» **YOUR TASK**
Your answer should contain only the lines from the top of the data below down through the one with "filter:drop-shadow(0 0 2px", transcribed exactly and without pictures; please include nothing more.

[Source records]
= Beginning of Section =
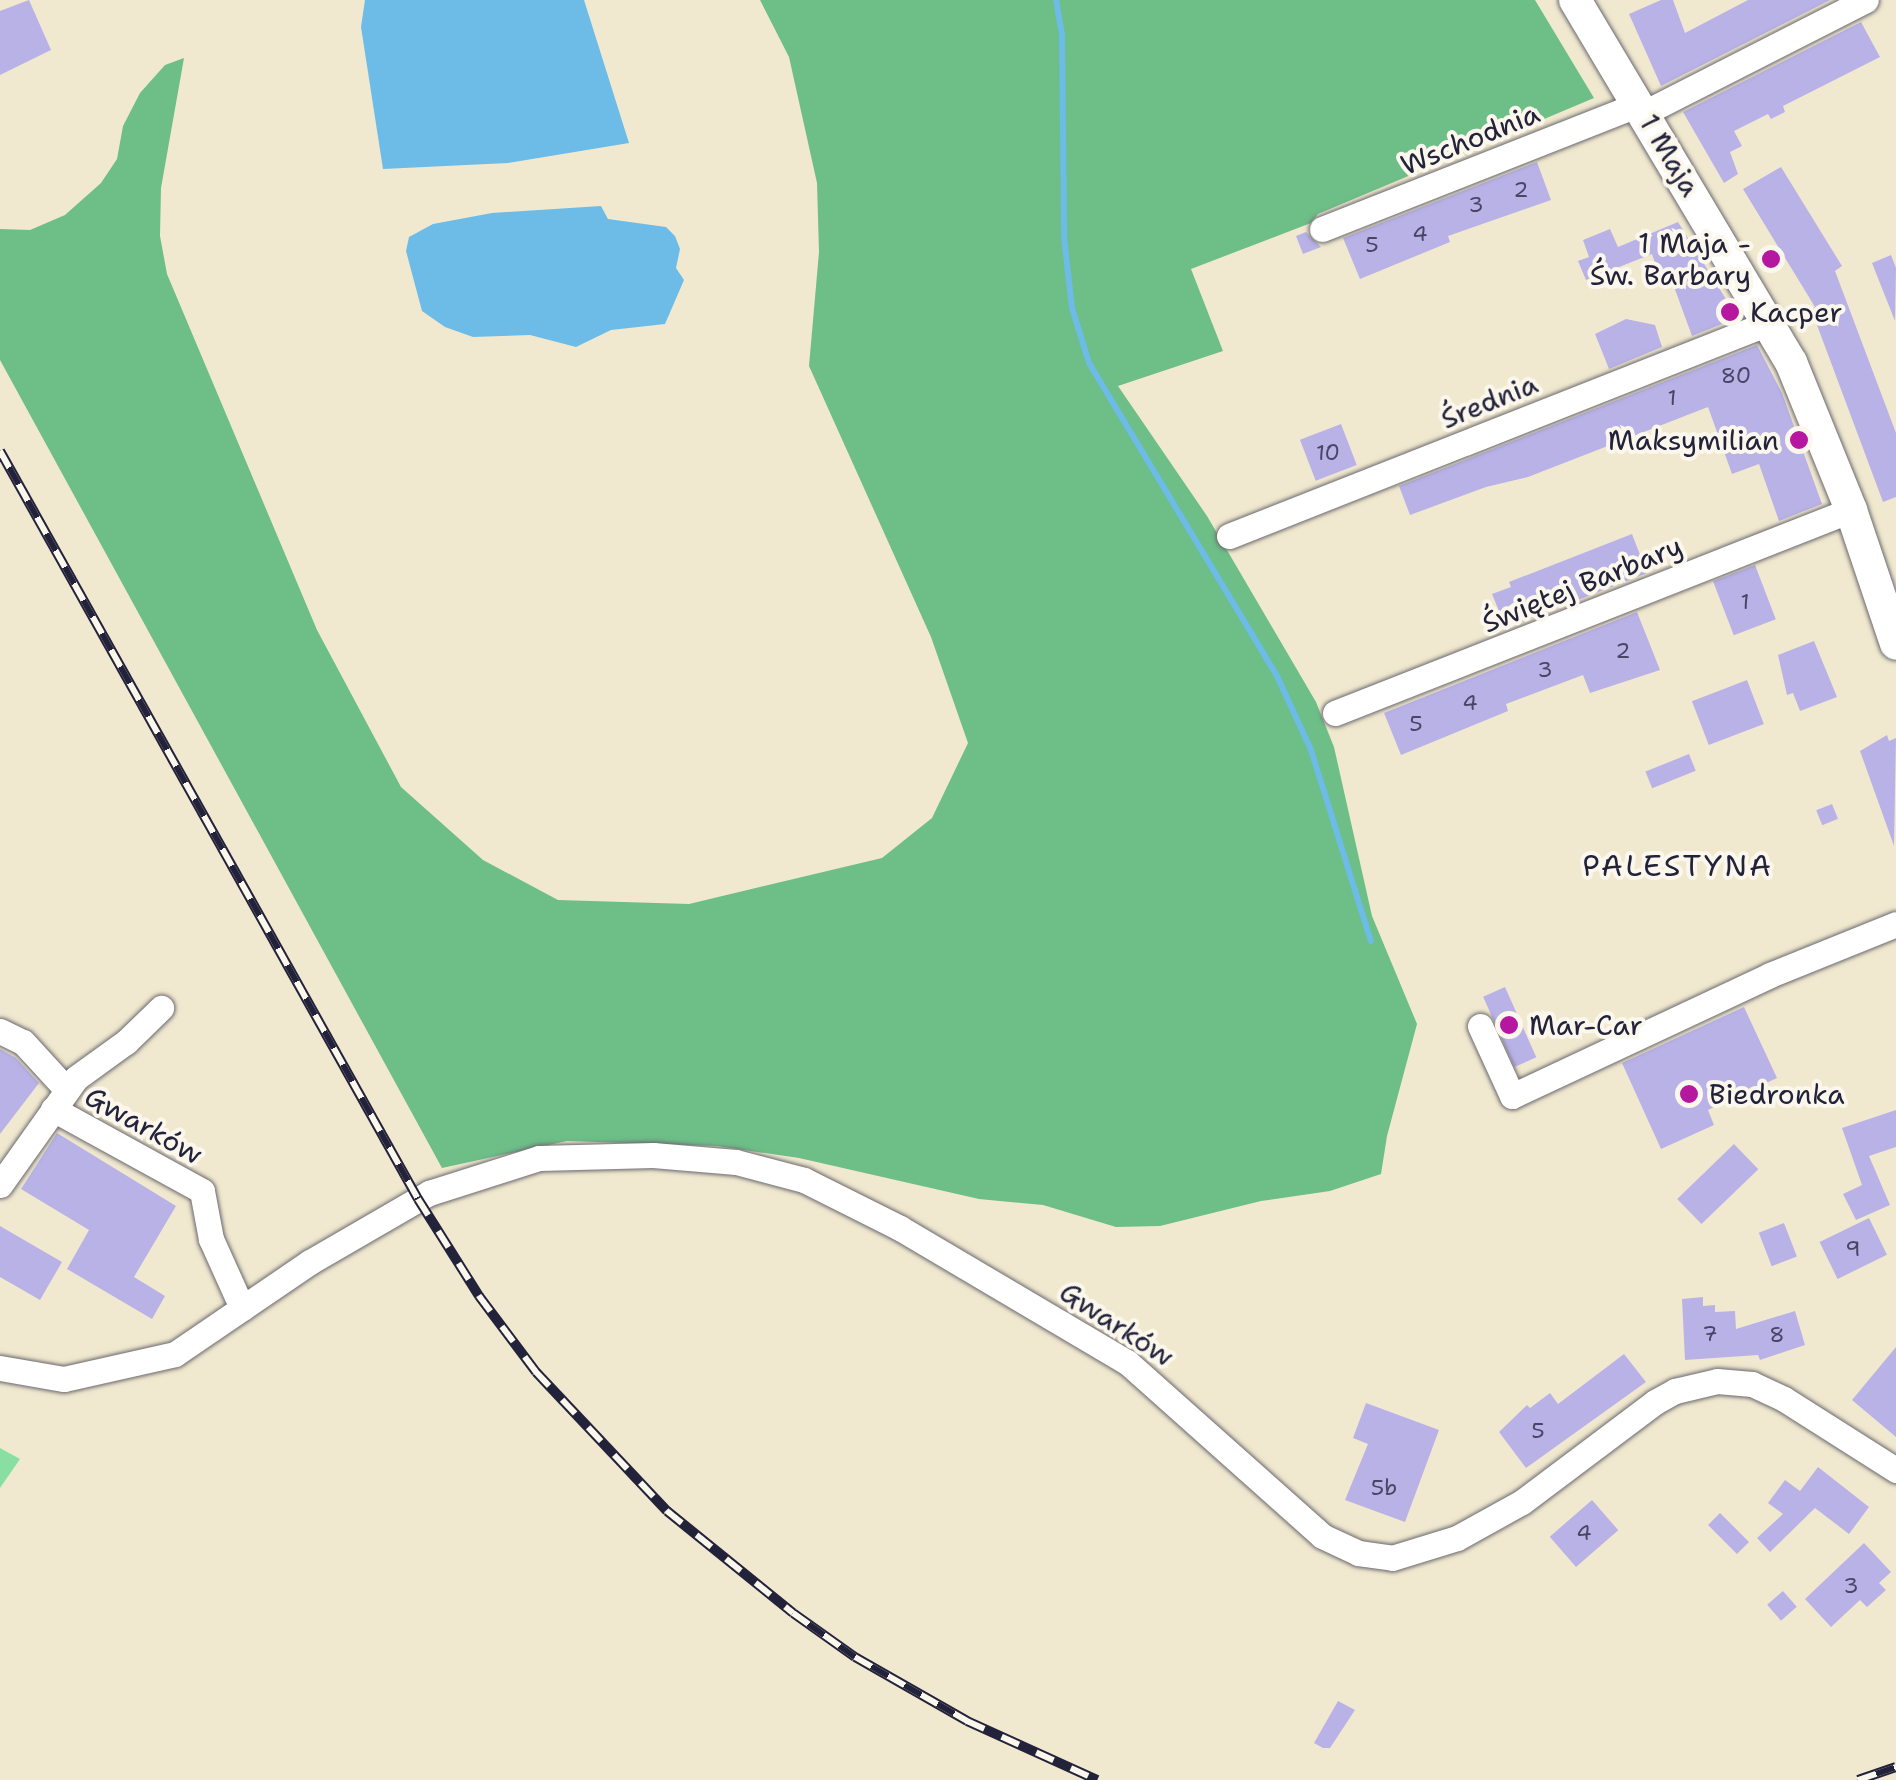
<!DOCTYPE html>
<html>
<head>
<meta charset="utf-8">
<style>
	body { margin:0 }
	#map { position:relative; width:1896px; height:1780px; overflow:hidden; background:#f1e9cf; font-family:"Shantell Sans",sans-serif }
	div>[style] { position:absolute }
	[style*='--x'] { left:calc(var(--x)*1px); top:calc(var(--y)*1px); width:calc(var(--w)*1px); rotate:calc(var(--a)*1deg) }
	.green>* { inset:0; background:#89dfa2 }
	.forest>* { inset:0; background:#6ebe88 }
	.water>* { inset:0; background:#6dbbe7 }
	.stream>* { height:6px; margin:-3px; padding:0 3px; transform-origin:3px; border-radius:3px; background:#6dbbe7 }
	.building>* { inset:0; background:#b9b2e7; transform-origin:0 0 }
	.roads { filter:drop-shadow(0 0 2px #6a686f) drop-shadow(0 0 2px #6a686f) }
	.minor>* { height:25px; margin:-12.5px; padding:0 12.5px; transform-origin:12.5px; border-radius:12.5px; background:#fff }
	.major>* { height:32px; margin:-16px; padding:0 16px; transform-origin:16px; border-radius:16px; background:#fff }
	.rail>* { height:10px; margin-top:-5px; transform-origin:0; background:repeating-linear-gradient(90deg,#fbf7ec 0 19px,#22223b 0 38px); box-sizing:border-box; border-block:2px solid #22223b }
	.dots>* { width:28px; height:28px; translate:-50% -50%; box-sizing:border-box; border:5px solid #fbf7ec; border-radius:50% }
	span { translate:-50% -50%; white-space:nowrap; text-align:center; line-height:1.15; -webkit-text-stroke:8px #fbf7ec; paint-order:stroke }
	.number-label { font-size:22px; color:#484666 }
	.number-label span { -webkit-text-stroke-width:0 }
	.street-label { font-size:28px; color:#22223b }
	.poi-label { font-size:28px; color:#22223b }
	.right { translate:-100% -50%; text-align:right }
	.left { translate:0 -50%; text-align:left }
	.neighbourhood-label { font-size:30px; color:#22223b; letter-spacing:2.5px }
</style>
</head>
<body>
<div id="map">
	<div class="green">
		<i style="clip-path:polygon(0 1448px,20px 1459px,0 1488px)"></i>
	</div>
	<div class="forest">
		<i style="clip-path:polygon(760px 0,1535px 0,1594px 98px,1318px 214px,1311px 223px,1191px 269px,1223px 351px,1118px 386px,1207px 516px,1316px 702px,1334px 747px,1372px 916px,1417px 1024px,1387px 1136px,1381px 1174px,1330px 1191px,1261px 1201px,1160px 1226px,1116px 1227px,1043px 1205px,979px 1199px,799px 1158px,717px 1146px,567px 1141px,442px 1168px,0 360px,0 229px,30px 230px,65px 215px,101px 183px,117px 159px,123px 126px,140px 93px,165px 65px,184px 58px,161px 188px,160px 236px,167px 274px,317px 630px,401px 787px,483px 860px,558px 900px,689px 904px,882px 858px,932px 818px,968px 743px,931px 637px,809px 366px,819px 252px,817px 183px,789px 57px)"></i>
	</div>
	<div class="water">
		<i style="clip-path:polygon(365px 0,584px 0,629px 143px,508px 163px,383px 169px,361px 27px)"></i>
		<i style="clip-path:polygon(601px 206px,608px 219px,666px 227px,675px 236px,680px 249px,676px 268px,684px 280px,665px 324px,611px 330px,576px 347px,530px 335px,473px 337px,445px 327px,422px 311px,406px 251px,409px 237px,433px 224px,492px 213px)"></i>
	</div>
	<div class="stream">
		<i style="--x:1056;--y:0;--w:35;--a:80"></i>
		<i style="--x:1062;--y:34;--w:203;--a:89.4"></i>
		<i style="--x:1064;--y:237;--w:71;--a:83.6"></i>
		<i style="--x:1072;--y:308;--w:58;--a:72.8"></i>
		<i style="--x:1089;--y:363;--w:365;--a:59"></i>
		<i style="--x:1277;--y:676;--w:81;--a:65.3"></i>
		<i style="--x:1311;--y:750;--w:200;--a:72.6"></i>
	</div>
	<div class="building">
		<i style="clip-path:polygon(29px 0,51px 50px,0 75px,0 11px)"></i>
		<i style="clip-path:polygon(1661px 0,1673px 0,1685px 33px,1748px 0,1830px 0,1661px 86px,1629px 14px)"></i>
		<i style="clip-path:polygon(1861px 22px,1880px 57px,1783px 106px,1785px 112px,1771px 119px,1768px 114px,1734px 131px,1742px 146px,1730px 152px,1738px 174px,1724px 183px,1683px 112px)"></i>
		<i style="clip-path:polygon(1537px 162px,1551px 200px,1448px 236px,1450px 242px,1360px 279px,1343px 238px)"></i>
		<i style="clip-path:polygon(1781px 167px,1842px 266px,1835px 271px,1896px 433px,1896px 497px,1883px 502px,1811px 309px,1815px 307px,1743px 189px)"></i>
		<i style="clip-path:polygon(1678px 222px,1734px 312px,1732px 320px,1692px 336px,1673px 284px,1663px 288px,1652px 254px,1586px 280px,1578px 261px,1589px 257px,1583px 240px,1610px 229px,1618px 247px)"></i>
		<i style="clip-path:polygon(1306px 232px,1321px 247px,1303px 254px,1296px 236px)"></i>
		<i style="clip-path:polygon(1891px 255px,1896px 268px,1895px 321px,1872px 263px)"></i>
		<i style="clip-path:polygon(1626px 319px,1655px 325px,1662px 347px,1609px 369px,1595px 334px)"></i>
		<i style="clip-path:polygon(1757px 345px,1782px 393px,1822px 504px,1779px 521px,1759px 464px,1732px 474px,1708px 407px,1528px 477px,1486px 487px,1410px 515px,1399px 486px)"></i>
		<i style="left:1341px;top:424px;width:44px;height:44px;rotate:69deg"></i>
		<i style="clip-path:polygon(1632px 534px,1647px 573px,1506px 628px,1492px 594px,1511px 587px,1509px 582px)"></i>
		<i style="left:1755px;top:565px;width:58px;height:45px;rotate:69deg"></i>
		<i style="clip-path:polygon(1637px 612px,1660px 670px,1590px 693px,1583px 675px,1506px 704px,1508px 711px,1401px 755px,1384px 713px)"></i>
		<i style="clip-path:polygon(1814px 641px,1837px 697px,1800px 711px,1793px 693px,1787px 695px,1778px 655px)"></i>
		<i style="left:1747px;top:680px;width:47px;height:59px;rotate:69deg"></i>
		<i style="clip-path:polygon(1887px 735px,1889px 741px,1896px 738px,1894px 846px,1860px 751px)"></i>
		<i style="left:1689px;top:754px;width:18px;height:47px;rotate:68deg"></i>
		<i style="left:1832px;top:804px;width:16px;height:17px;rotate:68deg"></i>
		<i style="left:1505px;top:987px;width:77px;height:24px;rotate:66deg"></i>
		<i style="clip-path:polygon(1744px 1007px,1777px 1078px,1708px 1110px,1714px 1125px,1661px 1149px,1622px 1063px)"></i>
		<i style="clip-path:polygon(0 1049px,16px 1058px,39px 1083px,0 1134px)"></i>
		<i style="clip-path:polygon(1896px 1110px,1896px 1147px,1869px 1156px,1890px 1205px,1856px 1220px,1843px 1194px,1862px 1185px,1842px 1128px)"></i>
		<i style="clip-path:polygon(57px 1133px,176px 1206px,134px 1277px,165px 1296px,152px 1319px,67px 1269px,89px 1230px,21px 1189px)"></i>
		<i style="left:1734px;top:1144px;width:35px;height:79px;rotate:46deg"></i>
		<i style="left:1869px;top:1218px;width:41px;height:55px;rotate:64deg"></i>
		<i style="left:1784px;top:1223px;width:36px;height:27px;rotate:69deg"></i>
		<i style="clip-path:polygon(0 1226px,62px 1262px,40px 1300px,0 1277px)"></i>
		<i style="clip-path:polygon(1703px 1297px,1703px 1306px,1715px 1305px,1715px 1312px,1735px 1311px,1736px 1329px,1795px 1311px,1805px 1345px,1760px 1360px,1758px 1355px,1685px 1360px,1682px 1299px)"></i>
		<i style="clip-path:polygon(1896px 1347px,1896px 1437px,1852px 1400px)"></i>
		<i style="clip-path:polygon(1624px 1354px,1646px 1382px,1526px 1468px,1499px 1432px,1527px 1405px,1530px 1408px,1550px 1393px,1558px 1404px)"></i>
		<i style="clip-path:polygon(1366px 1403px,1439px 1430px,1405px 1522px,1345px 1500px,1368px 1444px,1353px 1438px)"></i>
		<i style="clip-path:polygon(1818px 1467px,1869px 1507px,1849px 1534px,1815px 1508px,1770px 1552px,1757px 1538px,1783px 1514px,1768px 1503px,1785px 1480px,1800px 1491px)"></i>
		<i style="left:1592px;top:1500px;width:40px;height:56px;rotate:49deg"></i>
		<i style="left:1720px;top:1513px;width:41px;height:17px;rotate:45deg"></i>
		<i style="clip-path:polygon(1864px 1543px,1891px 1572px,1879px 1583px,1886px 1590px,1867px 1607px,1860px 1600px,1831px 1627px,1805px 1599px)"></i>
		<i style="left:1783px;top:1591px;width:21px;height:21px;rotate:49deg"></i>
		<i style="clip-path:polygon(1338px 1701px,1355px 1710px,1330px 1748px,1323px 1748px,1314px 1743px)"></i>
	</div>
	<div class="roads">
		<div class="minor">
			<i style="--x:1644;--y:113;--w:249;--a:-27"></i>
			<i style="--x:1322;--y:229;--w:341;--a:-21.5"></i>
			<i style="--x:1229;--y:536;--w:583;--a:-21.55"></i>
			<i style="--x:1335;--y:713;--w:554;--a:-21.48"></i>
			<i style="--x:1480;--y:1026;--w:77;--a:65.4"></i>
			<i style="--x:1512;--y:1096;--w:285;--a:-25.1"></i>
			<i style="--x:1770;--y:975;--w:136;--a:-22"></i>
			<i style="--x:0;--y:1031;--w:25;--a:26"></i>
			<i style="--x:23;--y:1042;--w:65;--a:47.5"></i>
			<i style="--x:53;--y:1109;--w:170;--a:28.8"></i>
			<i style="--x:202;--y:1191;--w:49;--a:79.4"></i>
			<i style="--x:211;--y:1239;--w:76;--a:65.8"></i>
			<i style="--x:0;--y:1185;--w:131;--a:-54.6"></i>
			<i style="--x:76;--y:1078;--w:62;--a:-35.8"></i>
			<i style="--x:126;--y:1042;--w:49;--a:-44.2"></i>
			<i style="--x:0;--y:1368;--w:65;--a:9.8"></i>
			<i style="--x:64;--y:1379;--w:114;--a:-12.7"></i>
			<i style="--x:175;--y:1354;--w:163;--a:-34.3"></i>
			<i style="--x:310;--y:1262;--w:138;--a:-30.1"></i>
			<i style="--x:429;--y:1193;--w:115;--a:-17.7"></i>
			<i style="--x:539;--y:1158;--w:114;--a:-1.5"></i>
			<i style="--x:653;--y:1155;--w:83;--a:4.8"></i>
			<i style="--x:736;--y:1162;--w:70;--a:14.8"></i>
			<i style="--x:804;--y:1180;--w:107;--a:26.6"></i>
			<i style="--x:900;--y:1228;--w:264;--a:30.6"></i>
			<i style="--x:1127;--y:1362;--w:261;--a:41.7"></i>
			<i style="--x:1322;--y:1536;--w:40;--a:25"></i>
			<i style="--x:1358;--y:1553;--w:34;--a:8"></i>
			<i style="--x:1392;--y:1558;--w:68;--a:-17.1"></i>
			<i style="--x:1457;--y:1538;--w:74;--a:-29"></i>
			<i style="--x:1522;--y:1502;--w:166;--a:-36.9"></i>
			<i style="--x:1655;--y:1402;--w:23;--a:-29"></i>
			<i style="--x:1675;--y:1391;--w:43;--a:-13.4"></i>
			<i style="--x:1717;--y:1381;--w:35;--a:5"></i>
			<i style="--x:1752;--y:1384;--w:35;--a:25"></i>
			<i style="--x:1784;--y:1399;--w:133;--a:32.4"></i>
		</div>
		<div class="major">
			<i style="--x:1575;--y:0;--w:422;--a:59.2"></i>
			<i style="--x:1791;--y:362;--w:160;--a:67.9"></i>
			<i style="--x:1851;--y:510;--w:141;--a:71.4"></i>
		</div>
	</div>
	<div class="rail">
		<i style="--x:0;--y:451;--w:857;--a:60.8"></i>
		<i style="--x:418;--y:1199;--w:115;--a:57.8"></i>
		<i style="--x:479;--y:1296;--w:95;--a:53.1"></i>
		<i style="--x:536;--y:1372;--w:191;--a:46.7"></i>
		<i style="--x:667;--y:1511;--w:162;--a:39"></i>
		<i style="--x:793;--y:1613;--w:76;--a:35.4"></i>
		<i style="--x:855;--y:1657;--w:129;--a:29.7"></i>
		<i style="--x:967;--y:1721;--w:143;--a:24.4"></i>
		<i style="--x:1858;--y:1780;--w:40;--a:-18.9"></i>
	</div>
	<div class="dots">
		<i style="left:1771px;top:259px;background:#b5179e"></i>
		<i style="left:1730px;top:312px;background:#b5179e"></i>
		<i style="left:1799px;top:440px;background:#b5179e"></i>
		<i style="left:1509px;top:1025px;background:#b5179e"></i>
		<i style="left:1689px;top:1094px;background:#b5179e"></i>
	</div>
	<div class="number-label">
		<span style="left:1521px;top:190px">2</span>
		<span style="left:1476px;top:205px">3</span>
		<span style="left:1420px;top:234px">4</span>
		<span style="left:1372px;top:245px">5</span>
		<span style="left:1736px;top:376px">80</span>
		<span style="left:1672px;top:398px">1</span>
		<span style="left:1328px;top:453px">10</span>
		<span style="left:1745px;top:602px">1</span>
		<span style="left:1623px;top:651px">2</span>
		<span style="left:1545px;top:670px">3</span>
		<span style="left:1470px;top:703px">4</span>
		<span style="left:1416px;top:724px">5</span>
		<span style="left:1853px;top:1249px">9</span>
		<span style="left:1710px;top:1334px">7</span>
		<span style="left:1777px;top:1335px">8</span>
		<span style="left:1538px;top:1431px">5</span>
		<span style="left:1384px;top:1488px">5b</span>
		<span style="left:1584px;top:1533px">4</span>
		<span style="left:1851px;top:1586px">3</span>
	</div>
	<div class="street-label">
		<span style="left:1470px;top:139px;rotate:-22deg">Wschodnia</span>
		<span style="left:1670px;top:155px;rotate:59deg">1 Maja</span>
		<span style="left:1489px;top:401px;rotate:-22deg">Średnia</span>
		<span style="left:1582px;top:584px;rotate:-22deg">Świętej Barbary</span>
		<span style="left:144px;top:1125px;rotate:29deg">Gwarków</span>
		<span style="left:1117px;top:1324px;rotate:33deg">Gwarków</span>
	</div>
	<div class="poi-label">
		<span class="right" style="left:1751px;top:259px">1 Maja -<br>Św. Barbary</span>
		<span class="left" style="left:1750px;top:312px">Kacper</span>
		<span class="right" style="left:1779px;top:440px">Maksymilian</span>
		<span class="left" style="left:1529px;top:1025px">Mar-Car</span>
		<span class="left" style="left:1709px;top:1094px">Biedronka</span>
	</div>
	<div class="neighbourhood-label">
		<span style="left:1678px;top:866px">PALESTYNA</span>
	</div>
</div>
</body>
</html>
= End of Section =
» **SOLUTION TO THIS EXERCISE**
<!DOCTYPE html>
<html>
<head>
<meta charset="utf-8">
<style>
	body { margin:0 }
	#map { position:relative; width:1896px; height:1780px; overflow:hidden; background:#f1e9cf; font-family:"Shantell Sans",sans-serif }
	div>[style] { position:absolute }
	[style*='--x'] { left:calc(var(--x)*1px); top:calc(var(--y)*1px); width:calc(var(--w)*1px); rotate:calc(var(--a)*1deg) }
	.green>* { inset:0; background:#89dfa2 }
	.forest>* { inset:0; background:#6ebe88 }
	.water>* { inset:0; background:#6dbbe7 }
	.stream>* { height:6px; margin:-3px; padding:0 3px; transform-origin:3px; border-radius:3px; background:#6dbbe7 }
	.building>* { inset:0; background:#b9b2e7; transform-origin:0 0 }
	.roads { filter:drop-shadow(0 0 2px #6a686f) drop-shadow(0 0 2px #6a686f) }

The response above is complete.